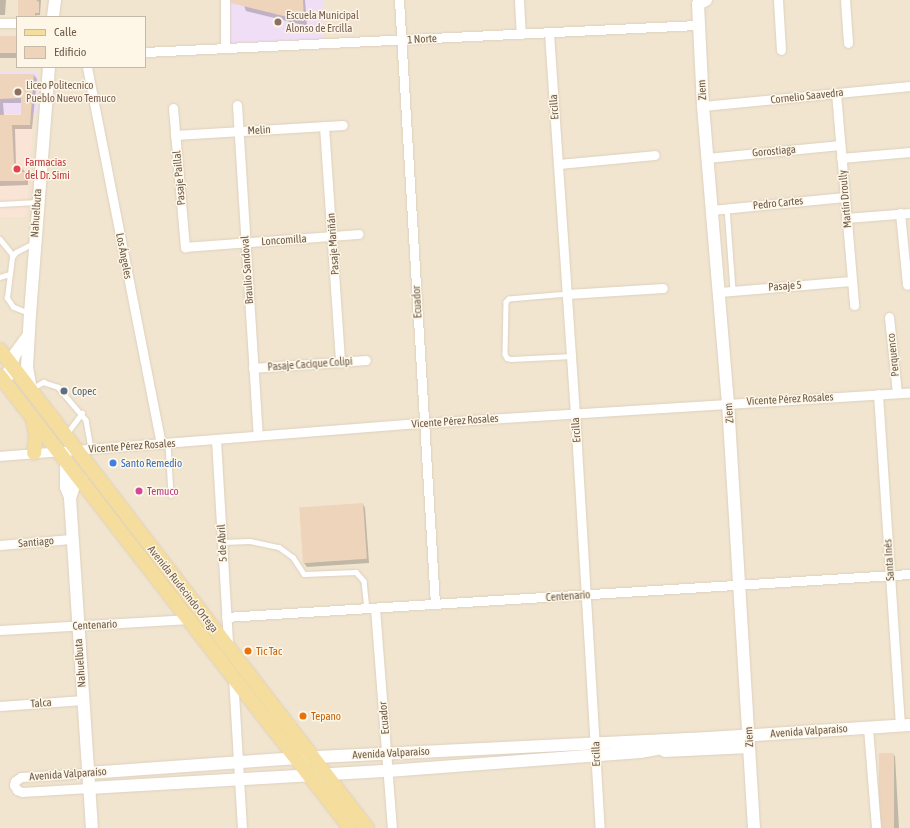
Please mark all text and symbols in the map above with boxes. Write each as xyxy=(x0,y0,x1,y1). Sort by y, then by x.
place label: Escuela Municipal Alonso de Ercilla xyxy=(286,9,359,35)
legend xyxy=(16,16,146,68)
marker: Escuela Municipal Alonso de Ercilla xyxy=(273,17,283,27)
text: Calle xyxy=(54,25,77,39)
street label: 1 Norte xyxy=(407,32,437,46)
text: Edificio xyxy=(54,45,86,59)
place label: Liceo Politecnico Pueblo Nuevo Temuco xyxy=(26,79,116,105)
street label: Ziem xyxy=(695,79,709,101)
street label: Cornelio Saavedra xyxy=(770,86,844,106)
marker: Liceo Politecnico Pueblo Nuevo Temuco xyxy=(13,87,23,97)
street label: Ercilla xyxy=(547,94,561,120)
street label: Melin xyxy=(247,123,271,137)
street label: Gorostiaga xyxy=(752,143,796,159)
street label: Pasaje Paillal xyxy=(170,150,188,206)
place label: Farmacias del Dr. Simi xyxy=(25,156,70,182)
marker: Farmacias del Dr. Simi xyxy=(12,164,22,174)
street label: Martín Droully xyxy=(836,169,854,229)
street label: Nahuelbuta xyxy=(28,188,44,238)
street label: Pedro Cartes xyxy=(752,194,804,212)
street label: Pasaje Mariñán xyxy=(324,212,342,276)
street label: Los Ángeles xyxy=(113,232,135,280)
street label: Loncomilla xyxy=(261,232,307,248)
street label: Braulio Sandoval xyxy=(238,235,256,305)
street label: Pasaje 5 xyxy=(768,278,802,294)
street label: Ecuador xyxy=(410,285,424,319)
street label: Perquenco xyxy=(884,333,902,377)
street label: Pasaje Cacique Colipi xyxy=(267,354,353,374)
place label: Copec xyxy=(72,384,96,398)
marker: Copec xyxy=(59,386,69,396)
street label: Vicente Pérez Rosales xyxy=(746,390,834,408)
street label: Ziem xyxy=(722,402,736,424)
street label: Vicente Pérez Rosales xyxy=(411,411,499,431)
street label: Ercilla xyxy=(569,417,583,443)
street label: Vicente Pérez Rosales xyxy=(88,436,176,456)
place label: Santo Remedio xyxy=(121,456,182,470)
marker: Santo Remedio xyxy=(108,458,118,468)
place label: Temuco xyxy=(147,484,179,498)
marker: Temuco xyxy=(134,486,144,496)
street label: 5 de Abril xyxy=(214,524,230,562)
street label: Santiago xyxy=(18,534,54,550)
street label: Santa Inés xyxy=(881,539,897,581)
street label: Avenida Rudecindo Ortega xyxy=(145,543,221,635)
street label: Centenario xyxy=(545,588,591,604)
street label: Centenario xyxy=(72,617,118,633)
street label: Nahuelbuta xyxy=(72,638,88,688)
place label: Tic Tac xyxy=(256,644,282,658)
marker: Tic Tac xyxy=(243,646,253,656)
street label: Talca xyxy=(30,696,52,710)
street label: Ecuador xyxy=(376,701,392,735)
place label: Tepano xyxy=(311,709,341,723)
marker: Tepano xyxy=(298,711,308,721)
street label: Avenida Valparaíso xyxy=(770,722,848,740)
street label: Ziem xyxy=(742,726,756,748)
street label: Ercilla xyxy=(589,741,603,767)
street label: Avenida Valparaíso xyxy=(352,744,430,762)
street label: Avenida Valparaíso xyxy=(29,765,107,783)

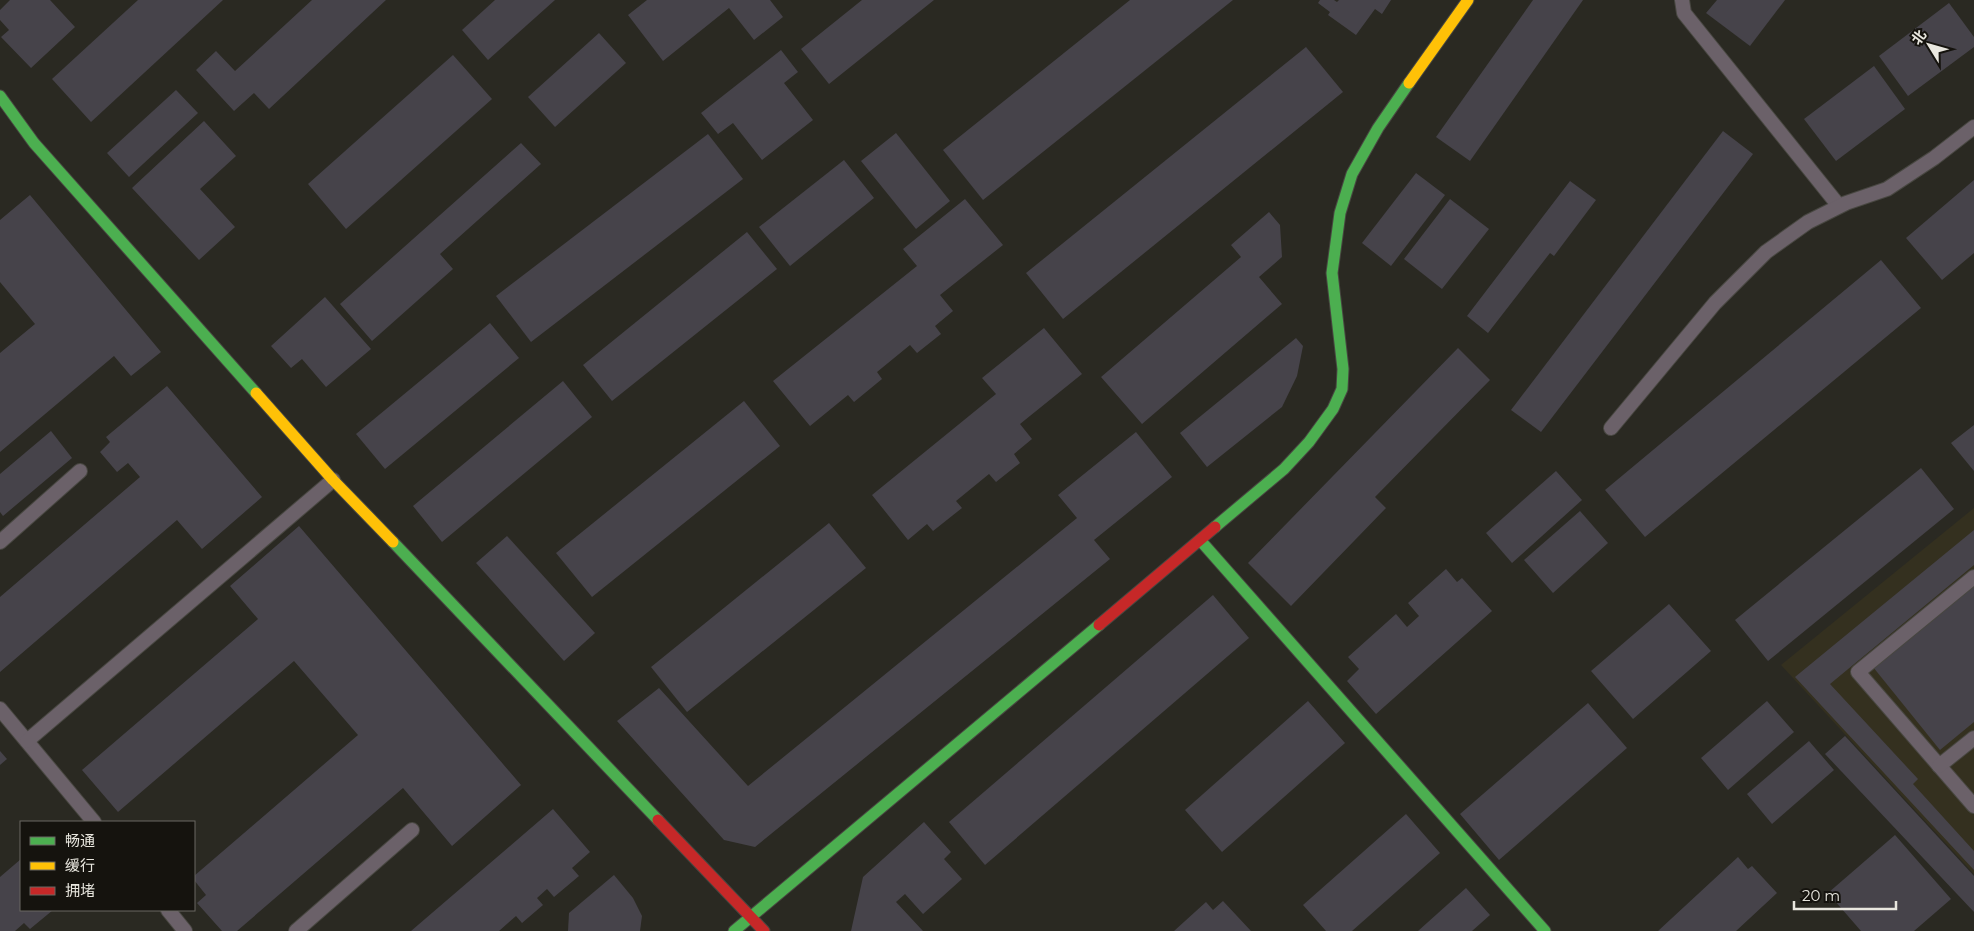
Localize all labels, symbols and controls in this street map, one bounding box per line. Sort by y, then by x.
north arrow [1904,20,1954,70]
text: 北 [1907,26,1930,48]
legend [20,821,195,911]
text: 畅通 [65,831,95,850]
text: 缓行 [65,856,95,875]
scale bar [1794,878,1896,910]
text: 拥堵 [65,881,95,900]
text: 20 m [1802,886,1840,905]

= Problem details =
Without any of its pictures, the listing is to be repeated exactly as it stands.

= Answer for this exercise =
Please mark all text and symbols in the map above with boxes. Write each as xyxy=(x0,y0,x1,y1). Sort by y, then by x.
place label: Escuela Municipal Alonso de Ercilla xyxy=(286,9,359,35)
legend xyxy=(16,16,146,68)
marker: Escuela Municipal Alonso de Ercilla xyxy=(273,17,283,27)
text: Calle xyxy=(54,25,77,39)
street label: 1 Norte xyxy=(407,32,437,46)
text: Edificio xyxy=(54,45,86,59)
place label: Liceo Politecnico Pueblo Nuevo Temuco xyxy=(26,79,116,105)
street label: Ziem xyxy=(695,79,709,101)
street label: Cornelio Saavedra xyxy=(770,86,844,106)
marker: Liceo Politecnico Pueblo Nuevo Temuco xyxy=(13,87,23,97)
street label: Ercilla xyxy=(547,94,561,120)
street label: Melin xyxy=(247,123,271,137)
street label: Gorostiaga xyxy=(752,143,796,159)
street label: Pasaje Paillal xyxy=(170,150,188,206)
place label: Farmacias del Dr. Simi xyxy=(25,156,70,182)
marker: Farmacias del Dr. Simi xyxy=(12,164,22,174)
street label: Martín Droully xyxy=(836,169,854,229)
street label: Nahuelbuta xyxy=(28,188,44,238)
street label: Pedro Cartes xyxy=(752,194,804,212)
street label: Pasaje Mariñán xyxy=(324,212,342,276)
street label: Los Ángeles xyxy=(113,232,135,280)
street label: Loncomilla xyxy=(261,232,307,248)
street label: Braulio Sandoval xyxy=(238,235,256,305)
street label: Pasaje 5 xyxy=(768,278,802,294)
street label: Ecuador xyxy=(410,285,424,319)
street label: Perquenco xyxy=(884,333,902,377)
street label: Pasaje Cacique Colipi xyxy=(267,354,353,374)
place label: Copec xyxy=(72,384,96,398)
marker: Copec xyxy=(59,386,69,396)
street label: Vicente Pérez Rosales xyxy=(746,390,834,408)
street label: Ziem xyxy=(722,402,736,424)
street label: Vicente Pérez Rosales xyxy=(411,411,499,431)
street label: Ercilla xyxy=(569,417,583,443)
street label: Vicente Pérez Rosales xyxy=(88,436,176,456)
place label: Santo Remedio xyxy=(121,456,182,470)
marker: Santo Remedio xyxy=(108,458,118,468)
place label: Temuco xyxy=(147,484,179,498)
marker: Temuco xyxy=(134,486,144,496)
street label: 5 de Abril xyxy=(214,524,230,562)
street label: Santiago xyxy=(18,534,54,550)
street label: Santa Inés xyxy=(881,539,897,581)
street label: Avenida Rudecindo Ortega xyxy=(145,543,221,635)
street label: Centenario xyxy=(545,588,591,604)
street label: Centenario xyxy=(72,617,118,633)
street label: Nahuelbuta xyxy=(72,638,88,688)
place label: Tic Tac xyxy=(256,644,282,658)
marker: Tic Tac xyxy=(243,646,253,656)
street label: Talca xyxy=(30,696,52,710)
street label: Ecuador xyxy=(376,701,392,735)
place label: Tepano xyxy=(311,709,341,723)
marker: Tepano xyxy=(298,711,308,721)
street label: Avenida Valparaíso xyxy=(770,722,848,740)
street label: Ziem xyxy=(742,726,756,748)
street label: Ercilla xyxy=(589,741,603,767)
street label: Avenida Valparaíso xyxy=(352,744,430,762)
street label: Avenida Valparaíso xyxy=(29,765,107,783)

Localize all labels, symbols and controls in this street map, one bounding box per line. Sort by y, then by x.
north arrow [1904,20,1954,70]
text: 北 [1907,26,1930,48]
legend [20,821,195,911]
text: 畅通 [65,831,95,850]
text: 缓行 [65,856,95,875]
scale bar [1794,878,1896,910]
text: 拥堵 [65,881,95,900]
text: 20 m [1802,886,1840,905]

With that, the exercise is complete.